§ **Task to complete**: In the entries that follow, find each line with the word "text" and copy it.

§ **Data**:
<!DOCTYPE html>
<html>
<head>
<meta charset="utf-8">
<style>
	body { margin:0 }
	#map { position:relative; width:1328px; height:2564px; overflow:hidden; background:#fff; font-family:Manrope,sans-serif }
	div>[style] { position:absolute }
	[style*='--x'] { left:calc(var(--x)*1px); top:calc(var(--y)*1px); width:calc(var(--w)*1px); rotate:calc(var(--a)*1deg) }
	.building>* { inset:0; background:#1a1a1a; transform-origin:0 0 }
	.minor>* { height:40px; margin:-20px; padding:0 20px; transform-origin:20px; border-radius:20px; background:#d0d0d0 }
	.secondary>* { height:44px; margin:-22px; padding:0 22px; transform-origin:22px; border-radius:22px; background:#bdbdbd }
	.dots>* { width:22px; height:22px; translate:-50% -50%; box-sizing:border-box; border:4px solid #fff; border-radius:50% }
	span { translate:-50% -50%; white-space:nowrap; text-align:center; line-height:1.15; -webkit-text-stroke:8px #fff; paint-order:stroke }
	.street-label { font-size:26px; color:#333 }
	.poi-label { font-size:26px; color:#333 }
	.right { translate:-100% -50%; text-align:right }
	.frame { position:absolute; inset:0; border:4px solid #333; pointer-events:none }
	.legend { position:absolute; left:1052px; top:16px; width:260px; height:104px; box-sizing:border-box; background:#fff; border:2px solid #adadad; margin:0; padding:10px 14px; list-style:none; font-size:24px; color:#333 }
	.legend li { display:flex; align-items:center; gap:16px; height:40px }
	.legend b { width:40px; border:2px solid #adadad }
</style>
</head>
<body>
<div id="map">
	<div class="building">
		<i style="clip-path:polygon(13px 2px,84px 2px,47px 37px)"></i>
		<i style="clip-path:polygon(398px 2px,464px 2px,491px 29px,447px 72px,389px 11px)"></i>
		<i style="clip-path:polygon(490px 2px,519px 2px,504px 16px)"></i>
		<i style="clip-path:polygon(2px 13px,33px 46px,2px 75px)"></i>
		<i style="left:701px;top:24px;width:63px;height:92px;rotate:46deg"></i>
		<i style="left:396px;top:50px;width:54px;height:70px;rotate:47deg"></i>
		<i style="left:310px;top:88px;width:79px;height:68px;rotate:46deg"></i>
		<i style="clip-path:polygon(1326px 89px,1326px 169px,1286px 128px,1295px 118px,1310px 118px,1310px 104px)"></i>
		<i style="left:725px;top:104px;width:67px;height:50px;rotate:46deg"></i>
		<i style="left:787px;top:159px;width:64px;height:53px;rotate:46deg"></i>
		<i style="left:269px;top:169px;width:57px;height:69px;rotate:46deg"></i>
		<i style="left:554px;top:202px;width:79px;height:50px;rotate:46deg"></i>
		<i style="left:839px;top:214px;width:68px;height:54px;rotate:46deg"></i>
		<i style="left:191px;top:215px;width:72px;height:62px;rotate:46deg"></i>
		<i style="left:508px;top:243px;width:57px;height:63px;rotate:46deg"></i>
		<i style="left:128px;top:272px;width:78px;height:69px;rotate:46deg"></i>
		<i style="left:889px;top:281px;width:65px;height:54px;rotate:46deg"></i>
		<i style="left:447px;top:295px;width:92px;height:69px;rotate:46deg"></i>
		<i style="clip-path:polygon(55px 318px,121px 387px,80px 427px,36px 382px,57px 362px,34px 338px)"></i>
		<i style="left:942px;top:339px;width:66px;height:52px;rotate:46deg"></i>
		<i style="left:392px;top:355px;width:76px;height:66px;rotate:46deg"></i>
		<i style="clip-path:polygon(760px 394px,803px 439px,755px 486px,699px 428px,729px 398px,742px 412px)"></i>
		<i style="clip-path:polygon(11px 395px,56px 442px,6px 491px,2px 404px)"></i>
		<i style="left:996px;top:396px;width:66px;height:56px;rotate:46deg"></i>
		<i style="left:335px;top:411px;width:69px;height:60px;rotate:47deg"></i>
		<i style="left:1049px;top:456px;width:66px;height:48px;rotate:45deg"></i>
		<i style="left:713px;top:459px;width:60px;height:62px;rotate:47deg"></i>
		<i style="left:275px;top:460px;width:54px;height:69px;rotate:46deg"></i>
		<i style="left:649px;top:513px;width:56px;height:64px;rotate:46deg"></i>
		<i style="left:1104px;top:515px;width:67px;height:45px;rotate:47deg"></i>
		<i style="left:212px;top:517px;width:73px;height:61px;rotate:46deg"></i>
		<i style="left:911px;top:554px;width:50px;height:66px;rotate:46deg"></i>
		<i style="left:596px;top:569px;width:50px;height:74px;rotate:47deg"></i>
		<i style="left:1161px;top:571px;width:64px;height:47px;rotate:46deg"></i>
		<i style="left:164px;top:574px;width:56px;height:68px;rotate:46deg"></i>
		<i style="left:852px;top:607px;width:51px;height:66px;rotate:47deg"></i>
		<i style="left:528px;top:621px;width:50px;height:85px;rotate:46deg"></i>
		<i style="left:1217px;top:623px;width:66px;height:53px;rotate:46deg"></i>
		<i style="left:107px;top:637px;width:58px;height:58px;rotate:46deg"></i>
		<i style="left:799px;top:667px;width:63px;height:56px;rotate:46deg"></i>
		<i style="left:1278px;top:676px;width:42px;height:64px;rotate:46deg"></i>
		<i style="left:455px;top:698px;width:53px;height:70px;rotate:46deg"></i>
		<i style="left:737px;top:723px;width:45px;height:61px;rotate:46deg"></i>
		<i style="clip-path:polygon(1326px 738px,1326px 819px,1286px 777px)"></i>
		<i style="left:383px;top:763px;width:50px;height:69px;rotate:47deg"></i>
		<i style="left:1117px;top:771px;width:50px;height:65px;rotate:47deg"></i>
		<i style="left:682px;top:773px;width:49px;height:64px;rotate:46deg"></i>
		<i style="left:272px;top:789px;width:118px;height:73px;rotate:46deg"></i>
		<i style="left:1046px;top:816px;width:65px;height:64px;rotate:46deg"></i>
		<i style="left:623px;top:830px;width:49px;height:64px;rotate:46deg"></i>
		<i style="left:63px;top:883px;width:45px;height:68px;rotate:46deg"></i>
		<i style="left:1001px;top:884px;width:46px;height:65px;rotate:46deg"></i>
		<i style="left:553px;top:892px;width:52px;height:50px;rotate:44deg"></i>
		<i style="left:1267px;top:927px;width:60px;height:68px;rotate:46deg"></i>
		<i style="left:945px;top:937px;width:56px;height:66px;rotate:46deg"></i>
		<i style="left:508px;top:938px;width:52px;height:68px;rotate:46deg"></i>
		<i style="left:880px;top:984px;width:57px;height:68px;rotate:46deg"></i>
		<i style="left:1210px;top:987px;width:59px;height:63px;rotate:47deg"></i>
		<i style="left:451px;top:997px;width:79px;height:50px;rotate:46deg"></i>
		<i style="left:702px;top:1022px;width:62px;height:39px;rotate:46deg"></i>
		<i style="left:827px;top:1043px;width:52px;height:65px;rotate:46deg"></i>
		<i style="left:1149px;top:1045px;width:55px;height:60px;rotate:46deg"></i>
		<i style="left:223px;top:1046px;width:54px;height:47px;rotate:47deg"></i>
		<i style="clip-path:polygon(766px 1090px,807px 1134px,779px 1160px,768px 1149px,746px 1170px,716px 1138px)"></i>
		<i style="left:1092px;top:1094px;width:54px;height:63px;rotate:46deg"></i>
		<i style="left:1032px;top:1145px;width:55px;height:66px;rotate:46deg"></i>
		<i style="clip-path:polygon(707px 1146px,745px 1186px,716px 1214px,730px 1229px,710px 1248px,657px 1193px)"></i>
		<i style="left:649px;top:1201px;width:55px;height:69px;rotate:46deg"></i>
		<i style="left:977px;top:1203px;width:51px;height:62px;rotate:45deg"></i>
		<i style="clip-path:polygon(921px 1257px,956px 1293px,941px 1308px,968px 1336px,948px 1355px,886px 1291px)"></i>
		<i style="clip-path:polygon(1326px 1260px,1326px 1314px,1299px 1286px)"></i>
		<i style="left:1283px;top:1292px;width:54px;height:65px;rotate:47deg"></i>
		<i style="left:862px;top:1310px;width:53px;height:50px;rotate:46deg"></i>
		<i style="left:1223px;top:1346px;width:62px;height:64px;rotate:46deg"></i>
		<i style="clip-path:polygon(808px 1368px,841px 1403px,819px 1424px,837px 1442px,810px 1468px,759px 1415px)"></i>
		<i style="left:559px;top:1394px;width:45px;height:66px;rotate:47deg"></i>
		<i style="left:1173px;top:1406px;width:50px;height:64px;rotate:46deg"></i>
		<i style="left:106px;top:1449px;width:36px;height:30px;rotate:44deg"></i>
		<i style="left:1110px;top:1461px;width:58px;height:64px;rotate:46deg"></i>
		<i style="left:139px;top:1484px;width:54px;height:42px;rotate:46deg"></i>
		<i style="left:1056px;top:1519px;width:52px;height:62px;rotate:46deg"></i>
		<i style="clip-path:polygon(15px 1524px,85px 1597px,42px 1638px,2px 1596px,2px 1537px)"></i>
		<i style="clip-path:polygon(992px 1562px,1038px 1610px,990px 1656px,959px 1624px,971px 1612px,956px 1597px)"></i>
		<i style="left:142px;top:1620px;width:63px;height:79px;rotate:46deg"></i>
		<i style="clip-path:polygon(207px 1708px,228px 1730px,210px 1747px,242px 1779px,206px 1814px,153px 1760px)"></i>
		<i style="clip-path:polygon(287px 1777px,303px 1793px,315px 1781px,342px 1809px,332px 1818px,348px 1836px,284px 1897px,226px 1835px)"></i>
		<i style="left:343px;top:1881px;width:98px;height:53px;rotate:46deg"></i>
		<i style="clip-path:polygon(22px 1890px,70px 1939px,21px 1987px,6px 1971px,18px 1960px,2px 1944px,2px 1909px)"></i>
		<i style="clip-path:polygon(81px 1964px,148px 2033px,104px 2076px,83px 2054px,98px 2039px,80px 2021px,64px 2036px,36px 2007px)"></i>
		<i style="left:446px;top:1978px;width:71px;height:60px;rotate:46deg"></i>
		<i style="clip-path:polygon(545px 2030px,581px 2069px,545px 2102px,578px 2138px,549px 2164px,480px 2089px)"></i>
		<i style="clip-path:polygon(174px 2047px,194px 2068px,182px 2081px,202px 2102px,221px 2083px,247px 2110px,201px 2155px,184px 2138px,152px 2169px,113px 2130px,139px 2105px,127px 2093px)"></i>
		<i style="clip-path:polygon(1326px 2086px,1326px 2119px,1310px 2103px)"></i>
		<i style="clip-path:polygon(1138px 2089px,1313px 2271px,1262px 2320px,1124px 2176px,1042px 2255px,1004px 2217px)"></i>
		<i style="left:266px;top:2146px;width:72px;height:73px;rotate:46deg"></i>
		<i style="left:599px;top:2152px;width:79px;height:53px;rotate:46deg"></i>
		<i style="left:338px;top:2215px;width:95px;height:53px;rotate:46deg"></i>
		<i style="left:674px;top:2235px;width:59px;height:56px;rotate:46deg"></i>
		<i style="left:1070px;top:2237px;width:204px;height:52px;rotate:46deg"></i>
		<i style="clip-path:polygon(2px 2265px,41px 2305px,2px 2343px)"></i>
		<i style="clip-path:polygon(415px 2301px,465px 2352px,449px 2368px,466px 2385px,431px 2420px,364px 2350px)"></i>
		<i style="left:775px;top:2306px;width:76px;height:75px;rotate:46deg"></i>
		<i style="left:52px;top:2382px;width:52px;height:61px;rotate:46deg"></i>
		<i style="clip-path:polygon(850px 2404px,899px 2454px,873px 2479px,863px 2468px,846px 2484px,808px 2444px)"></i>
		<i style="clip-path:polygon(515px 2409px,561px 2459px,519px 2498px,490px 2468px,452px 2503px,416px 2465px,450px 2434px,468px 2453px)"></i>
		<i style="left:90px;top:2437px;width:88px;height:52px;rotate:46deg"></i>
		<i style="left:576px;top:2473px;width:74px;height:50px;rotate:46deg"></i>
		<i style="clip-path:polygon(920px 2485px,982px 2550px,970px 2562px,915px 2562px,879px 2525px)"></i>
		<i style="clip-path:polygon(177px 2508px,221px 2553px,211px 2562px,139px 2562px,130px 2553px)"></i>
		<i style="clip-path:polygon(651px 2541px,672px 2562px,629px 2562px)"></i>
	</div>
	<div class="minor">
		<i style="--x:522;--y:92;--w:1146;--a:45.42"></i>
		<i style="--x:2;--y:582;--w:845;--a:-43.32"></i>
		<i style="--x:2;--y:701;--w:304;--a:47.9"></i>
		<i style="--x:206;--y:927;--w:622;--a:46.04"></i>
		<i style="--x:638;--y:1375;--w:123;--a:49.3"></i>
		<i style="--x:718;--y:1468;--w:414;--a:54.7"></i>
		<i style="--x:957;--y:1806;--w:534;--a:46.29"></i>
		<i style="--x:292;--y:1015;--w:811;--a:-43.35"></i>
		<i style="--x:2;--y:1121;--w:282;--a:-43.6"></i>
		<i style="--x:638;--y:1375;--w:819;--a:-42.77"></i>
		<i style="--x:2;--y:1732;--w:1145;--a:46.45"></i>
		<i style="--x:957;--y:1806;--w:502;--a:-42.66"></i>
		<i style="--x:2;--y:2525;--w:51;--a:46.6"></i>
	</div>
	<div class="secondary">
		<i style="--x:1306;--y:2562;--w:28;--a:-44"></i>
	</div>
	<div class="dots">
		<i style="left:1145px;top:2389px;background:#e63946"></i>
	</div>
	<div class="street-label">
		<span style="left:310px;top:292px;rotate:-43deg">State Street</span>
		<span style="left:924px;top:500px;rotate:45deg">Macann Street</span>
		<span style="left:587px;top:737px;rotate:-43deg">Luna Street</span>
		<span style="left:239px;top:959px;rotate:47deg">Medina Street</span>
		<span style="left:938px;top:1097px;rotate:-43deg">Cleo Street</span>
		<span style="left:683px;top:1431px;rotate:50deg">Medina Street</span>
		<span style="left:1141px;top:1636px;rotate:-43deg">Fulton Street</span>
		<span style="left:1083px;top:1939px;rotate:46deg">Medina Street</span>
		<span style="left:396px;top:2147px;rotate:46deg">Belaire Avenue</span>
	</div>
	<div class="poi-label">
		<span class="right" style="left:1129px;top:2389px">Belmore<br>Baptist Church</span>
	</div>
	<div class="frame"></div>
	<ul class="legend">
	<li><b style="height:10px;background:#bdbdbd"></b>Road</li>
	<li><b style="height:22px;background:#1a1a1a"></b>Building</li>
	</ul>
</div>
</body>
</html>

§ **Exercise solution**:
	span { translate:-50% -50%; white-space:nowrap; text-align:center; line-height:1.15; -webkit-text-stroke:8px #fff; paint-order:stroke }
	.right { translate:-100% -50%; text-align:right }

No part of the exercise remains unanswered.